Carros Elétricos e a dificuldade de implantação no Brasil

Um estudo do Boston Consulting Group mostra que, no Brasil, os carros elétricos ou híbridos devem representar menos de 10% das vendas até 2030.
Elon Musk de terno, com carros vermelho da Tesla atrás

O mercado automobilístico está passando por grandes inovações, diversos países já estão adotando os carros elétricos como a alternativa mais ‘limpa’ para a mobilidade e o setor de transportes, pensando na redução das emissões de gases, conforme estabelecido no acordo de Paris.

No Brasil, contudo, essa realidade parece estar um pouco mais distante, como diz o adm, o brasileiro não tem um dia de paz…

A previsão é que, em 20 anos, metade dos carros vendidos no mundo não irá queimar nenhum tipo de combustível. 

Enquanto em países como Noruega, Alemanha (as vendas de veículos híbridos aumentaram 342% em 2020) e Índia querem acabar com combustíveis fósseis até 2030, o Brasil recebe esses veículos com uma faixa de preço que não compete com os modelos populares à combustão interna.
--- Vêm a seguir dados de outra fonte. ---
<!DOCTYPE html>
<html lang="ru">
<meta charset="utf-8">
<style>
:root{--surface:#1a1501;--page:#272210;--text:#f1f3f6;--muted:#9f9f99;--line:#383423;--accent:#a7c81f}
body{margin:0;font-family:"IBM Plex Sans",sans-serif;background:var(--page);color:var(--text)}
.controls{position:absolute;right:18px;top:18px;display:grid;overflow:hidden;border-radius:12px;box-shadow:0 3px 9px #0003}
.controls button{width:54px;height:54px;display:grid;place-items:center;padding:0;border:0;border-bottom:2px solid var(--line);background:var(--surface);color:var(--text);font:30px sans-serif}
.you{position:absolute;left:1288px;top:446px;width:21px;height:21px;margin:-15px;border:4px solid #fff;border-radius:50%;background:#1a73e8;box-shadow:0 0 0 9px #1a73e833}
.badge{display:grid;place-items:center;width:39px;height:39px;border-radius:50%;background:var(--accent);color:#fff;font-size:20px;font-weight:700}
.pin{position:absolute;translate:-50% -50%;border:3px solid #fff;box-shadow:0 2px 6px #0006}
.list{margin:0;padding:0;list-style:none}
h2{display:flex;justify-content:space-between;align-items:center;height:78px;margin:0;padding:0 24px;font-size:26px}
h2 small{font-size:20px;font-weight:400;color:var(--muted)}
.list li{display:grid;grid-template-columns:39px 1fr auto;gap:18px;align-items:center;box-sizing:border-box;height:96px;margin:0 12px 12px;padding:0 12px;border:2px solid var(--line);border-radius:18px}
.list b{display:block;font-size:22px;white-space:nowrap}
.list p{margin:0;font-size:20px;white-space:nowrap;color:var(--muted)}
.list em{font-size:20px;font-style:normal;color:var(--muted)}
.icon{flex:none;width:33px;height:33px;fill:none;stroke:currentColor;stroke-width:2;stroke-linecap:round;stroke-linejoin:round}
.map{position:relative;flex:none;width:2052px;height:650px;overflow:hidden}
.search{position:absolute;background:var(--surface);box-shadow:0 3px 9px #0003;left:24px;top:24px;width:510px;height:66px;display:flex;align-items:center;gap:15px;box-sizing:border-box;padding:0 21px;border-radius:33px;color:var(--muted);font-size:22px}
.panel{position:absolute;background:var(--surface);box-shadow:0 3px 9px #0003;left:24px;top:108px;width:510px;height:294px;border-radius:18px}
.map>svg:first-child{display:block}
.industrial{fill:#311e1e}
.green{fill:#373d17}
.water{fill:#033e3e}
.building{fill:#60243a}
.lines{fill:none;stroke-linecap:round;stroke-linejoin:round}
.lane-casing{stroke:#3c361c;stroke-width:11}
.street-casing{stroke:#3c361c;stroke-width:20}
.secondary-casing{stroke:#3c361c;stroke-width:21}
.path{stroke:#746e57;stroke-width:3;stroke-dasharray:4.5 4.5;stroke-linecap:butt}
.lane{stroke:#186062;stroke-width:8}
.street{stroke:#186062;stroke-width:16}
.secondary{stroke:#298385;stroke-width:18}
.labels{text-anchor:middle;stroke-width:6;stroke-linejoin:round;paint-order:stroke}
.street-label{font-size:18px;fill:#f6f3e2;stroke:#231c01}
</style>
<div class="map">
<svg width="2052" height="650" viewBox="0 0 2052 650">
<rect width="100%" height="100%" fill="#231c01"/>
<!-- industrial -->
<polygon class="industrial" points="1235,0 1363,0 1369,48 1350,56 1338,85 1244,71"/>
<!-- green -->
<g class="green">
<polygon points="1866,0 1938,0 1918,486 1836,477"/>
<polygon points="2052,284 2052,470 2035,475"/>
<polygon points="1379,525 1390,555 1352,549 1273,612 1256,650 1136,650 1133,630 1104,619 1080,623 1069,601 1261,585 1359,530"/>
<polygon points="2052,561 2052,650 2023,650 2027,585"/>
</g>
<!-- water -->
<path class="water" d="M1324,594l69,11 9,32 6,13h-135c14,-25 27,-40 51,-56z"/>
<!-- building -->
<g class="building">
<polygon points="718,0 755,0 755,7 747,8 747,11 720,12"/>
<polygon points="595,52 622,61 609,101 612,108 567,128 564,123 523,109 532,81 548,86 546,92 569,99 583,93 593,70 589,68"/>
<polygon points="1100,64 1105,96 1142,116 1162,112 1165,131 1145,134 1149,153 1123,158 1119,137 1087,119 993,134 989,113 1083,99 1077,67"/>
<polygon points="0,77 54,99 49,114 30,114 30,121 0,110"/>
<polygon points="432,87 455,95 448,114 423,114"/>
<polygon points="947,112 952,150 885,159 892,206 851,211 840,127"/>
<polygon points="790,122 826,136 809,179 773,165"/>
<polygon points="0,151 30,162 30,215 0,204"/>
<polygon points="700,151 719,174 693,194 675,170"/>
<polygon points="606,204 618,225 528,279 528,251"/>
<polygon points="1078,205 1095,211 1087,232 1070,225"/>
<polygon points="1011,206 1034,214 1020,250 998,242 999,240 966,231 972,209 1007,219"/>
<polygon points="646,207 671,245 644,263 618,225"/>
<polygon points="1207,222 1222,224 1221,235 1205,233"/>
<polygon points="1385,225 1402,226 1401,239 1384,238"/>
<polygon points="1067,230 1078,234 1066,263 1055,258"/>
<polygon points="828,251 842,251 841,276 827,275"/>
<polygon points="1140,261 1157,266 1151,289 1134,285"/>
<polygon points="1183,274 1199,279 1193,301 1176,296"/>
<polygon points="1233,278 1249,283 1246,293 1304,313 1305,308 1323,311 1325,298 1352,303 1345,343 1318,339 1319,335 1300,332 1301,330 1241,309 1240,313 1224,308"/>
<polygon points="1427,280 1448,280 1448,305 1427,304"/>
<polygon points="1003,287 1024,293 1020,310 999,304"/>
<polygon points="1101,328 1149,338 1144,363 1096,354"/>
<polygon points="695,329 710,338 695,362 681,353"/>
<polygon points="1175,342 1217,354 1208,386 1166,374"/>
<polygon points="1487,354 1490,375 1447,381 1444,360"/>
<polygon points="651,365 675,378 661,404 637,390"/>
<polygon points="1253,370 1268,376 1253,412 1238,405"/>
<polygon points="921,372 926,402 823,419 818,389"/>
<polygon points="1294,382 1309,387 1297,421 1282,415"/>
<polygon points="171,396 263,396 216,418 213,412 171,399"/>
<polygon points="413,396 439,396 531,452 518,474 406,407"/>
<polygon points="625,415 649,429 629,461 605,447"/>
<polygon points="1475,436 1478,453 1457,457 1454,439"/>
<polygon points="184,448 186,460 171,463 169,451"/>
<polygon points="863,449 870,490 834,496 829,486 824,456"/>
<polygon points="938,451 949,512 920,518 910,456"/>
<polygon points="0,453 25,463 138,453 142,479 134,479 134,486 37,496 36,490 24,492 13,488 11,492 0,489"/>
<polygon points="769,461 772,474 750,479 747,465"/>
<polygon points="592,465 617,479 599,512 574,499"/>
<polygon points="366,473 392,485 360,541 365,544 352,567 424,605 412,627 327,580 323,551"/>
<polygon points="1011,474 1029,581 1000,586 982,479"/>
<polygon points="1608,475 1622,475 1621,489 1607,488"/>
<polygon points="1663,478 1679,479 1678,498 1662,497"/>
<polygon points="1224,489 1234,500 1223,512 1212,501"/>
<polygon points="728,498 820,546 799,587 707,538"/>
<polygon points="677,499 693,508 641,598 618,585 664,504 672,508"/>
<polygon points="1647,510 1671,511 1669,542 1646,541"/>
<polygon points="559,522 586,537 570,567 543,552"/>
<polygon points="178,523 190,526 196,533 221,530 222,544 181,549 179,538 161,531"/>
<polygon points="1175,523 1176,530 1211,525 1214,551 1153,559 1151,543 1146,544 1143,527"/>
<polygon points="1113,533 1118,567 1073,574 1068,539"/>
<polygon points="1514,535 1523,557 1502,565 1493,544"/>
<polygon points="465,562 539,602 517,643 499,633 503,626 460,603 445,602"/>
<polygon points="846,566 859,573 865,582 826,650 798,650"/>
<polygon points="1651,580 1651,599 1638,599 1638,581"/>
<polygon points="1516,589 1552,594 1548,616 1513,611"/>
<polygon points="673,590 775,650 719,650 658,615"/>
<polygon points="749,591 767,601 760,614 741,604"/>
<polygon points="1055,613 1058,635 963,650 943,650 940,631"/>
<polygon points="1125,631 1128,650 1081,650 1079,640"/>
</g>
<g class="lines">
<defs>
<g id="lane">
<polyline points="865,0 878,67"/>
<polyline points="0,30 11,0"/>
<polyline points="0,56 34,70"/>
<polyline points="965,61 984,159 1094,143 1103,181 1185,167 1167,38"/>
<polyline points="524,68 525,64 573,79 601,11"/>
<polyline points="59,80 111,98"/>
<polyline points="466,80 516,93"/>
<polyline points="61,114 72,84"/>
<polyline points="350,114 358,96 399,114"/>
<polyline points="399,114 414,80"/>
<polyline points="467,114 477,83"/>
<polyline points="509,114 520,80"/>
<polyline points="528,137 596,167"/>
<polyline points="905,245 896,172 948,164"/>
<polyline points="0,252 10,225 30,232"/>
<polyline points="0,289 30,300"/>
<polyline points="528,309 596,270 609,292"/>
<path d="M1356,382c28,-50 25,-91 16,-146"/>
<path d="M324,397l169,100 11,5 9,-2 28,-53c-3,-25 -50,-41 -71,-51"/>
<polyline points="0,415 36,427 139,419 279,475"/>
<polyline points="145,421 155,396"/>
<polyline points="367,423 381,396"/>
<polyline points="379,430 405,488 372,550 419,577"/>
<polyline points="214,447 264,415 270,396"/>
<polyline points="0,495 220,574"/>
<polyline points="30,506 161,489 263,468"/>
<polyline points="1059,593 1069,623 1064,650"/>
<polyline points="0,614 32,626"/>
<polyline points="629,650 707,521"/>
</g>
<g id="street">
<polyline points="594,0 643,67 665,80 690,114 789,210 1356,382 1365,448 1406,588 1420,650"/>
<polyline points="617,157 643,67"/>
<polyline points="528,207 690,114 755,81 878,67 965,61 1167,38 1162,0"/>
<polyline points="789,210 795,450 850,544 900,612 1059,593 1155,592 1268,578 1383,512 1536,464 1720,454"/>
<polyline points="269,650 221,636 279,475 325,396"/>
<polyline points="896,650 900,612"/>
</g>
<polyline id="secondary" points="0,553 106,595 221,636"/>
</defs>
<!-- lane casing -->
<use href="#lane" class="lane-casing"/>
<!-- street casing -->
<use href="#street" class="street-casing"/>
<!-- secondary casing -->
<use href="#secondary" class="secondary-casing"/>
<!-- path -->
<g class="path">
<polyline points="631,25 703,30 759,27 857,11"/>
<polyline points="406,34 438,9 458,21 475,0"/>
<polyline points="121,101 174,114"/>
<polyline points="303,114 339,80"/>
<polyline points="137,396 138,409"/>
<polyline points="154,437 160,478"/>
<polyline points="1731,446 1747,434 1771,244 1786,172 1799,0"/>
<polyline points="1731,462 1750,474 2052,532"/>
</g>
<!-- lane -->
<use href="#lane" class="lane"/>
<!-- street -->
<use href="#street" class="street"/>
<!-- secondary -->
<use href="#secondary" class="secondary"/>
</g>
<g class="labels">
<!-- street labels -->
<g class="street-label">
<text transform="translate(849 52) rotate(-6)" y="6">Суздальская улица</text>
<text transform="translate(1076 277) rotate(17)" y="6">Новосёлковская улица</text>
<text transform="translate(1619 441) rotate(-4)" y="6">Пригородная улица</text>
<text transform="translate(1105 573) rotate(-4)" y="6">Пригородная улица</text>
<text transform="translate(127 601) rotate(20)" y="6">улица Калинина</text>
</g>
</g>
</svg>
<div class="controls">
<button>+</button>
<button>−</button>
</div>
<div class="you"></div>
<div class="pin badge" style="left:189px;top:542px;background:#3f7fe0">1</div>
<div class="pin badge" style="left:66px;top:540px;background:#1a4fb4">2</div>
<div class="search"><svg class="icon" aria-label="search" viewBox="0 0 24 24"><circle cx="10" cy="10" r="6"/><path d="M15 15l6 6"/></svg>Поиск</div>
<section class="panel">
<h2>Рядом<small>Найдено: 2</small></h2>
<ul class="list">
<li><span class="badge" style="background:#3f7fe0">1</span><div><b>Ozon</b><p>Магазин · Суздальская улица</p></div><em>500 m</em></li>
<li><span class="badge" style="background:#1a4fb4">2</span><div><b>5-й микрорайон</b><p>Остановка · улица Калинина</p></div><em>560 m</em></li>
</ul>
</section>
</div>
“O custo de abastecer um veículo elétrico é cerca de quatro vezes menor em relação a um modelo a gasolina por quilômetro rodado”

diretor-executivo da Electricus, especializada em estrutura de recarga, Evandro Mendes.

“Mas adm, por que essa realidade está tão distante do mercado brasileiro?”

Como citado anteriormente, devido ao alto custo de fabricação, valores associados à logística e importação, somado à falta de infraestrutura e, como principal problema (além do preço rs), temos a incógnita com relação à manutenção e abastecimento desses veículos (hoje, as estações públicas de recarga disponíveis no Brasil são, em sua maioria, patrocinadas pelas montadoras).

Além disso, o fechamento das fábricas da Ford ocorrido em janeiro reforça que o processo de desindustrialização brasileiro segue na contramão do mundo.

Mas, falando no contexto mundial, o ano passado terminou com 3,1 milhões de veículos 100% elétricos vendidos no mundo e, segundo o portal de pesquisas Statista, 4,2% de todos os emplacamentos de veículos leves foram desse tipo.

“O sistema tributário brasileiro inibe a exportação, há receio de se fazer investimentos devido à alta carga tributária e burocracia. A limitação não é a empresa, é o país”.

presidente da Associação Nacional dos Fabricantes de Veículos Automotores (Anfavea), Luiz Carlos Moraes. 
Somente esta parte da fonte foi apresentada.